General: The General Social Survey (GSS) gathers data on contemporary American society to monitor and explain trends and constants in attitudes, behaviors, and attributes. The GSS contains a standard core of demographic, behavioral, and attitudinal questions, plus topics of special interest. Among the topics covered are civil liberties, crime and violence, intergroup tolerance, morality, national spending priorities, psychological well-being, social mobility, and stress and traumatic events. Source
Data collection methodology: The target population of the GSS is adults (18+) living in households in the United States. The GSS sample is drawn using an area probability design that randomly selects respondents in households across the United States to take part in the survey. Respondents that become part of the GSS sample are from a mix of urban, suburban, and rural geographic areas. Participation in the study is voluntary. The survey is conducted face-to-face with an in-person interview which takes about 90 minutes to administer. Source
Scope of inference: By survey design, the scope of inference is the entire adult population of the United States. However, the survey was translated and administered in Spanish starting only at 2006 and therefore and therefore inference can be carried for Spanish speaking population, prior to 2006. Also, the GSS cannot be used to establish causality between two factors, however, it can be used to establish association between various factors.
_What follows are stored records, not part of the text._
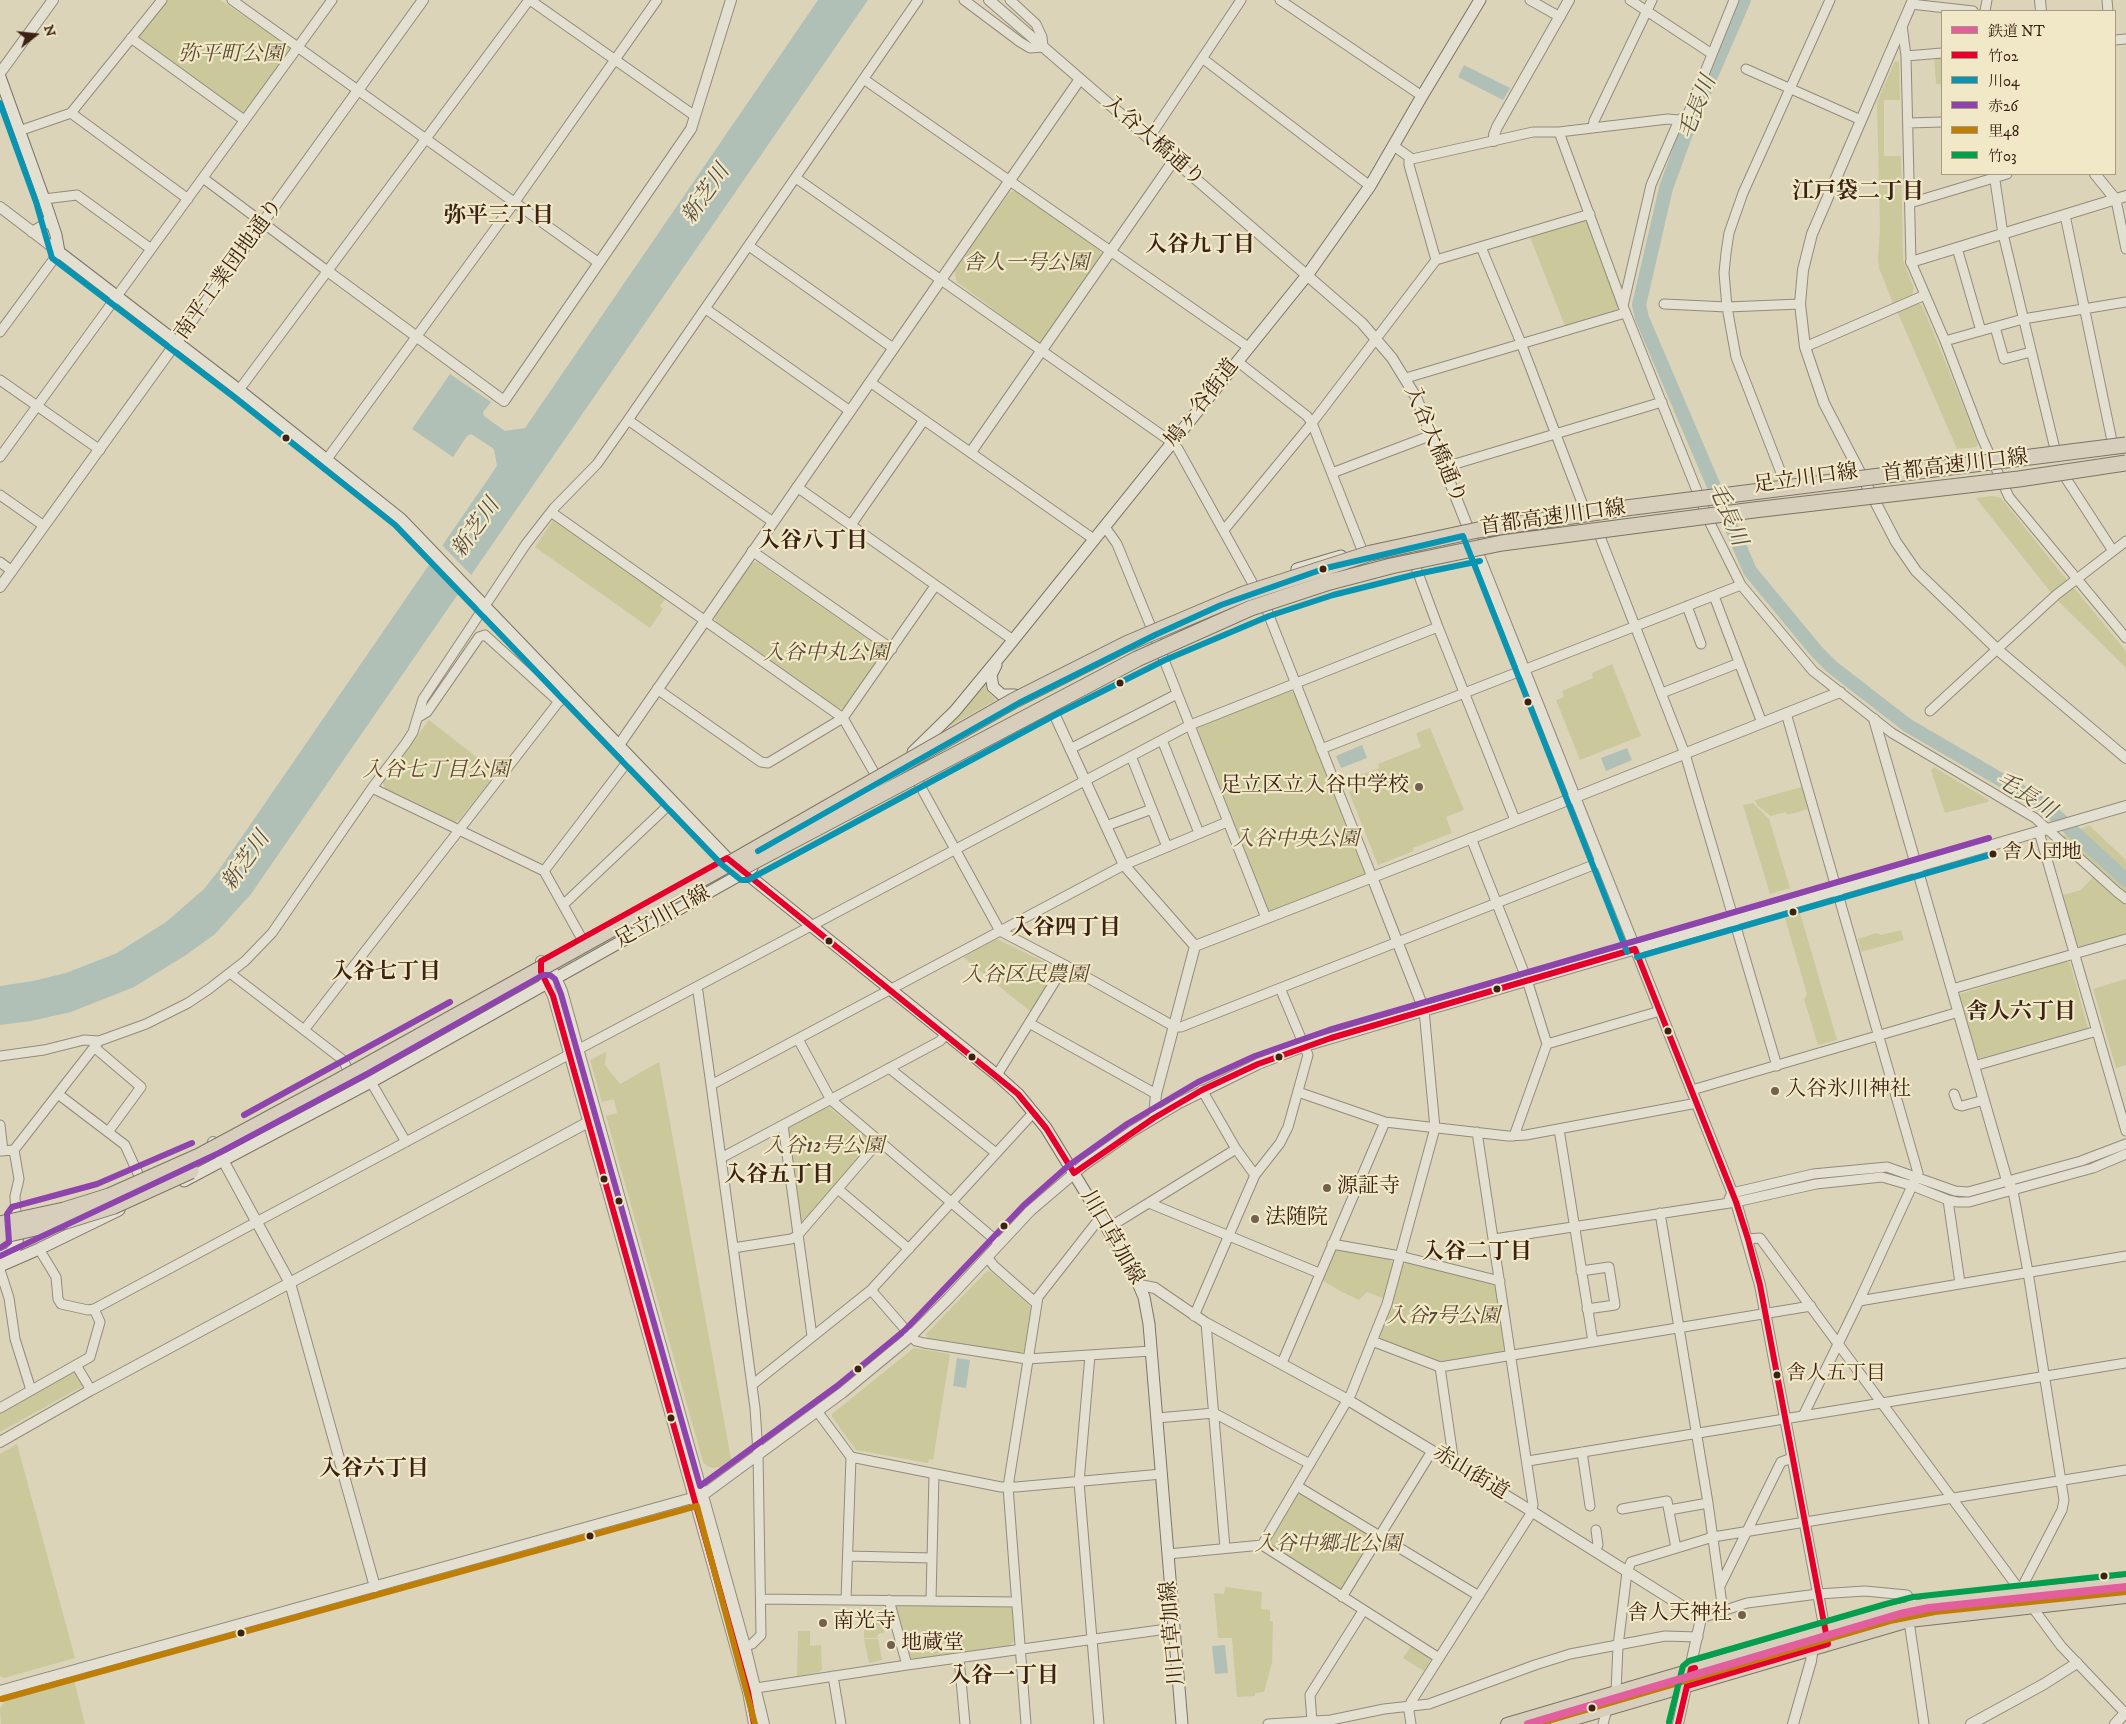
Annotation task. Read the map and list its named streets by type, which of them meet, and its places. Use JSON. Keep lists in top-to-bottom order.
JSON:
{
  "streets": {
    "highway": ["首都高速川口線"],
    "main road": ["鳩ヶ谷街道", "足立川口線", "川口草加線"],
    "street": ["入谷大橋通り", "南平工業団地通り", "赤山街道"]
  },
  "crossings": [
    ["入谷大橋通り", "鳩ヶ谷街道"],
    ["入谷大橋通り", "足立川口線"],
    ["南平工業団地通り", "川口草加線"],
    ["鳩ヶ谷街道", "足立川口線"],
    ["首都高速川口線", "足立川口線"],
    ["足立川口線", "川口草加線"],
    ["川口草加線", "赤山街道"]
  ],
  "districts": [
    "江戸袋二丁目",
    "弥平三丁目",
    "入谷九丁目",
    "入谷八丁目",
    "入谷四丁目",
    "入谷七丁目",
    "舎人六丁目",
    "入谷五丁目",
    "入谷二丁目",
    "入谷六丁目",
    "入谷一丁目"
  ],
  "water": ["毛長川", "新芝川"],
  "parks": [
    "弥平町公園",
    "舎人一号公園",
    "入谷中丸公園",
    "入谷七丁目公園",
    "入谷中央公園",
    "入谷区民農園",
    "入谷12号公園",
    "入谷7号公園",
    "入谷中郷北公園"
  ],
  "places": [
    "足立区立入谷中学校",
    "舎人団地",
    "入谷氷川神社",
    "源証寺",
    "法随院",
    "舎人五丁目",
    "舎人天神社",
    "南光寺",
    "地蔵堂"
  ],
  "lines": [
    "transit line 川04",
    "transit line 赤26",
    "transit line 竹02",
    "transit line 里48",
    "transit line 竹03",
    "rail line NT"
  ],
  "legend": [
    "鉄道 NT",
    "竹02",
    "川04",
    "赤26",
    "里48",
    "竹03"
  ],
  "north": "right"
}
I am interested in the association between social class with respect to job related preferences in general and to job security in particular. My basic assumption (or null hypothesis if you wish) is that survey participants from lower social class would prefer jobs with higher payment or stability, while participants from high social class would prefer jobs with which provide more satisfaction or interest.
This question is interesting because it could help predict trends in jobs market as well as career expectations for future generations which gradually become richer and are less concerned with the challenges of "survival" which are more typical for the lower classes.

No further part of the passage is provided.